:: Exercise goal ::
For the entries that follow, count the lines containing the string "picture" and write only the number.

[Collected data entries]
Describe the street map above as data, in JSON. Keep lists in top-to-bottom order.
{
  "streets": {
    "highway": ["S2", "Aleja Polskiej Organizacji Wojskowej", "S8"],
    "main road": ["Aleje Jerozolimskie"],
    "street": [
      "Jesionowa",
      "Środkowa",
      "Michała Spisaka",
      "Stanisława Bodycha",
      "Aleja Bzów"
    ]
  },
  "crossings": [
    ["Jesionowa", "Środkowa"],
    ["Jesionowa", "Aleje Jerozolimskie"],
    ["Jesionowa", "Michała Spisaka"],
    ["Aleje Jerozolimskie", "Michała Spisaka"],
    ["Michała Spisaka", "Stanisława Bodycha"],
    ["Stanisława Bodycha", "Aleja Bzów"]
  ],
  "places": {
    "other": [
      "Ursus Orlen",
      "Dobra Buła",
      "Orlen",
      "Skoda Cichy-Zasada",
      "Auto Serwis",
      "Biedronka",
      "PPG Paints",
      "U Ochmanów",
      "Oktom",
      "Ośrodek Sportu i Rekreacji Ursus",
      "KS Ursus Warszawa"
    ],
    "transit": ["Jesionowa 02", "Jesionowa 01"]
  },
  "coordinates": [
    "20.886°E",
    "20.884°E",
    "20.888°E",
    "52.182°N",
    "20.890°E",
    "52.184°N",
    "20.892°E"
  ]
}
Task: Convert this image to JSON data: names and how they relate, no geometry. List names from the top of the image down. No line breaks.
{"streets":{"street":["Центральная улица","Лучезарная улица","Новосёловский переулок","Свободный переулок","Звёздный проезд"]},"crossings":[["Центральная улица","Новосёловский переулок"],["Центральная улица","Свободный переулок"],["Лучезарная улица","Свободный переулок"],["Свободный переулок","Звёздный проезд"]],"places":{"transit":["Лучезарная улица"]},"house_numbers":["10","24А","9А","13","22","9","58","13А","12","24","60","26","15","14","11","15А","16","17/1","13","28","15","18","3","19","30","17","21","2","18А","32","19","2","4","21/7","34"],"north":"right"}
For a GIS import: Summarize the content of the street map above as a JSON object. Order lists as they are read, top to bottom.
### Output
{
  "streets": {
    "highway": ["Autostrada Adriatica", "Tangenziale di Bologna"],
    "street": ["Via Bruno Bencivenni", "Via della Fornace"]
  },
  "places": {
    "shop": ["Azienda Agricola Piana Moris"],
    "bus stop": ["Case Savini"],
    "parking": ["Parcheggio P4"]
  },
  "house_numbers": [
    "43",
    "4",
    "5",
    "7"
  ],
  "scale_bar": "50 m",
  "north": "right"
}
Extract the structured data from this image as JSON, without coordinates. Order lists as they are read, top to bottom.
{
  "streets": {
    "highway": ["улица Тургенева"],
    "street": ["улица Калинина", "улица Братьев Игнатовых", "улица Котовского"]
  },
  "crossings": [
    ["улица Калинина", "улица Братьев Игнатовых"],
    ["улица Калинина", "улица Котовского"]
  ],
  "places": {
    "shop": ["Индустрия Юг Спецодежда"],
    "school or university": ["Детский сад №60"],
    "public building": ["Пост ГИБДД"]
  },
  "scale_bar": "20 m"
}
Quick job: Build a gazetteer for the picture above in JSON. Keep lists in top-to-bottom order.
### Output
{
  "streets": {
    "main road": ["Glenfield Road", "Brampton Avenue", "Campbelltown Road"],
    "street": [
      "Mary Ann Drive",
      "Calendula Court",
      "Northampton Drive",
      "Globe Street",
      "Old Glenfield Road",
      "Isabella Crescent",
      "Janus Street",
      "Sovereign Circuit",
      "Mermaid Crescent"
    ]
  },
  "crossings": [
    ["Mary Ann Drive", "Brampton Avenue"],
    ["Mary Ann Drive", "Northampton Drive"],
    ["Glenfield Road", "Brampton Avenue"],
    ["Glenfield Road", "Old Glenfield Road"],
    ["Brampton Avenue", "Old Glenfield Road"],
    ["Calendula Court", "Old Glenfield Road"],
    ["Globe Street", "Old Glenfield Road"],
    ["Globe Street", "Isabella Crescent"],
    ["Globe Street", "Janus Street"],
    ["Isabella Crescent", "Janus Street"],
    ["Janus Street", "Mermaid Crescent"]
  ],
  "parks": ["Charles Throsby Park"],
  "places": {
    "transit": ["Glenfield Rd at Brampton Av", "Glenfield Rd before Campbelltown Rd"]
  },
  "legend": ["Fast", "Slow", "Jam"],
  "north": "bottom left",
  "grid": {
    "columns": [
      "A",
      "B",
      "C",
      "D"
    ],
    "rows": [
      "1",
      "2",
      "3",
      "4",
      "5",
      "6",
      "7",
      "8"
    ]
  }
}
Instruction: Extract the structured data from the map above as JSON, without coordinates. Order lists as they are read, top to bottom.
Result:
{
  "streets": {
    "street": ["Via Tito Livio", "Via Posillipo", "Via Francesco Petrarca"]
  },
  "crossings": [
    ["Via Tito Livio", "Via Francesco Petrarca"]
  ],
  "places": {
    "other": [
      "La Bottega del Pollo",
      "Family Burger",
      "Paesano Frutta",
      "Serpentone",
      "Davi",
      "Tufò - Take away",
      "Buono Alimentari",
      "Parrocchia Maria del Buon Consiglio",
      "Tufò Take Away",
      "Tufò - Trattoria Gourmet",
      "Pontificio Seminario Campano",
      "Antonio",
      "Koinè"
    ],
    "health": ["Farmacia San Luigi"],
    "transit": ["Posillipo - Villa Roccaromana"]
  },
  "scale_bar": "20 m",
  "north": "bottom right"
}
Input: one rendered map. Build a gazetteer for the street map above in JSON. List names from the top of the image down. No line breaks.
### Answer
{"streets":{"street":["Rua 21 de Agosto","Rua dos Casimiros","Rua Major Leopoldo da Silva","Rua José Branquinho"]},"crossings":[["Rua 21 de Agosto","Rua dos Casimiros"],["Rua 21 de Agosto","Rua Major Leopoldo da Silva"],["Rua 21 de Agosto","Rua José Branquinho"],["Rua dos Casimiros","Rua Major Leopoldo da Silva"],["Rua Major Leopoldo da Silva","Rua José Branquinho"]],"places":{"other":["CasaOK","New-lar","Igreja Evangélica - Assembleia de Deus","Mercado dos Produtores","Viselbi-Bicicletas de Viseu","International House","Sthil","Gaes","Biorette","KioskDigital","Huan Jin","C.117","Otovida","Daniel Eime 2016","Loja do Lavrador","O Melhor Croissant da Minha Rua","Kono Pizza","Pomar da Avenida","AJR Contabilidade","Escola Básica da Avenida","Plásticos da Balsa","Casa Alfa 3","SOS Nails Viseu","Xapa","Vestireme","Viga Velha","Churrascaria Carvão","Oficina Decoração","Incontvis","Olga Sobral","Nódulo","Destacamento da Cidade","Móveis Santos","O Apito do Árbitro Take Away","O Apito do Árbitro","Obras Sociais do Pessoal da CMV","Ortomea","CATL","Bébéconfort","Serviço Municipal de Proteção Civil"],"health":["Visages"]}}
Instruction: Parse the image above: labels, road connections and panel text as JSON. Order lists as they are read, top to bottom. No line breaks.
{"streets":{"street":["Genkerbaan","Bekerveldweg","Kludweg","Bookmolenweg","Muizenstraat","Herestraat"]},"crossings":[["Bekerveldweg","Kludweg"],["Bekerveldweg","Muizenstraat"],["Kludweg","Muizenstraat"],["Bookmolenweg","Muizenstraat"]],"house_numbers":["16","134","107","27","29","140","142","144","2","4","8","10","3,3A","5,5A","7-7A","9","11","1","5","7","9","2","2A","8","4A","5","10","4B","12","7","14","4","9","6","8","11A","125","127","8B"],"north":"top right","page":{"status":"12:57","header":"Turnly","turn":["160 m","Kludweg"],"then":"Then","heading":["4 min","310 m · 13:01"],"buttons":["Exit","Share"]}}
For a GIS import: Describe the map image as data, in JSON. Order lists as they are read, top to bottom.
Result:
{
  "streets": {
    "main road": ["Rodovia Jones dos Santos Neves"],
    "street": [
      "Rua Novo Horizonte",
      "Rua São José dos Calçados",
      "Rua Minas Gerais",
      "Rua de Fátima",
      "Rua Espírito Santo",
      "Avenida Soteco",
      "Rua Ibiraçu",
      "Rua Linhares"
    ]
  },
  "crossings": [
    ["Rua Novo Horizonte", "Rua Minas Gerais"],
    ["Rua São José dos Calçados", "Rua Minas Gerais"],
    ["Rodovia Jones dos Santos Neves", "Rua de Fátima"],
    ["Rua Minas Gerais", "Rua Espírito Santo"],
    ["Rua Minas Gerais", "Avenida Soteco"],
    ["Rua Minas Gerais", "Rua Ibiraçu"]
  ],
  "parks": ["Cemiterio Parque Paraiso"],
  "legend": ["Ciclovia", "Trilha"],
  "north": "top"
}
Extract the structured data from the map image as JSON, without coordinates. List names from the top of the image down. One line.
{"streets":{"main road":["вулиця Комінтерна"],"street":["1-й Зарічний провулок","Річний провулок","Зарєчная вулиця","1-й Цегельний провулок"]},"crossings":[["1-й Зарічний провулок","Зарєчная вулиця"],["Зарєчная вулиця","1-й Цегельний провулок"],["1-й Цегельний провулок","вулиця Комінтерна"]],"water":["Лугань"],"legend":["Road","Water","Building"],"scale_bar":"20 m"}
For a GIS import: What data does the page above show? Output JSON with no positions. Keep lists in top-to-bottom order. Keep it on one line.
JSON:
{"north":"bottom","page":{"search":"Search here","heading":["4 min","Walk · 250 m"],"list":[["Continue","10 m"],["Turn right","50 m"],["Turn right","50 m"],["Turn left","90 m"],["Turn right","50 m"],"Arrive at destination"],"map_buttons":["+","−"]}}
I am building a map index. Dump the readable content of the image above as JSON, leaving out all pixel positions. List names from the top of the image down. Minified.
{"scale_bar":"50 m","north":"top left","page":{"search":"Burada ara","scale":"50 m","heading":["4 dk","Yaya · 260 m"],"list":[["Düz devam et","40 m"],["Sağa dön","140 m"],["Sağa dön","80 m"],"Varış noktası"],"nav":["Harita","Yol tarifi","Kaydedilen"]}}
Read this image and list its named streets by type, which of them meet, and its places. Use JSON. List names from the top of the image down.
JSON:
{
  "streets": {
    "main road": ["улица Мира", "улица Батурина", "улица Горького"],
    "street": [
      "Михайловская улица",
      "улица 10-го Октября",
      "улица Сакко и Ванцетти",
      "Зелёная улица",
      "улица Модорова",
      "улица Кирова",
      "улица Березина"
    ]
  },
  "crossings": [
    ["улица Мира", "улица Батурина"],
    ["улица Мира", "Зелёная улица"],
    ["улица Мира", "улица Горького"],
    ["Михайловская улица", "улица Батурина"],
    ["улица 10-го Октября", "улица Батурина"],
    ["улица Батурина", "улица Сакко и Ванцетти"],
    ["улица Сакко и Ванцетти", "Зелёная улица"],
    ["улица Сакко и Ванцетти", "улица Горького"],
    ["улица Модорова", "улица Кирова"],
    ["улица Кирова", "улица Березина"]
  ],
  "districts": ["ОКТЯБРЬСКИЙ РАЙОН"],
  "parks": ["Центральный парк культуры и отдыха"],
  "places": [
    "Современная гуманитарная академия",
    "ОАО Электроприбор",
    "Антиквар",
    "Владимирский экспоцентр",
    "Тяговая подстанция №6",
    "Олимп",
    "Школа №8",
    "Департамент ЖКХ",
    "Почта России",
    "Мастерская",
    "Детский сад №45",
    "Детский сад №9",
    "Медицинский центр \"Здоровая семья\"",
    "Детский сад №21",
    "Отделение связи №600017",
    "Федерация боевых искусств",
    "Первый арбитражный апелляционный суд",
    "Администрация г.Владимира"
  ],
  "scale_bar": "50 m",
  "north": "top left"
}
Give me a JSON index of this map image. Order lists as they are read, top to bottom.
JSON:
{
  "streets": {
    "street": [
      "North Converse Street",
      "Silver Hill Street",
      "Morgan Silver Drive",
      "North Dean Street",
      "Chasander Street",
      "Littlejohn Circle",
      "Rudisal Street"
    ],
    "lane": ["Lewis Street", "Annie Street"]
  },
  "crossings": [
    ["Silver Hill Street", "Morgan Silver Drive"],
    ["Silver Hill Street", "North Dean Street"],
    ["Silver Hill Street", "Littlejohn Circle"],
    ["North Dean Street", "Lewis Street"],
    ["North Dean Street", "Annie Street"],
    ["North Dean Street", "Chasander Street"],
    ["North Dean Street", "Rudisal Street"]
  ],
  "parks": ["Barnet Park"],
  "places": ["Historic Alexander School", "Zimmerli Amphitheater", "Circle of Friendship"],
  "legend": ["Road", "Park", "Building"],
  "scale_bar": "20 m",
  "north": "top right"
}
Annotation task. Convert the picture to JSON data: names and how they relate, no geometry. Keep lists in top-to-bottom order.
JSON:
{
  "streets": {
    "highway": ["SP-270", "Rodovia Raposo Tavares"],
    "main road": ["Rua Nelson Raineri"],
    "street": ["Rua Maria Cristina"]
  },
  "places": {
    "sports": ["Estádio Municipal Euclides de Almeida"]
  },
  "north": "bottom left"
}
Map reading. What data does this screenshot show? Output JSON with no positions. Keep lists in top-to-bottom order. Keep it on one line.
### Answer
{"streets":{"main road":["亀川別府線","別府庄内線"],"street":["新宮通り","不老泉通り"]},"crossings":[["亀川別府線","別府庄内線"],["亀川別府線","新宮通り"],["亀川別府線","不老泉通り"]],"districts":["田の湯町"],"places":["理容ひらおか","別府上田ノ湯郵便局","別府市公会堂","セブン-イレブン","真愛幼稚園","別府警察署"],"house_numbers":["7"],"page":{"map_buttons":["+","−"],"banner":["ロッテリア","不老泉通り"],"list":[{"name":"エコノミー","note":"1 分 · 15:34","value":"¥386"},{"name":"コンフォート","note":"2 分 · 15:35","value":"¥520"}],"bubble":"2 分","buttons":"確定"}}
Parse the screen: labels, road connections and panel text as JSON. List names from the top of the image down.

:: Response to this task ::
2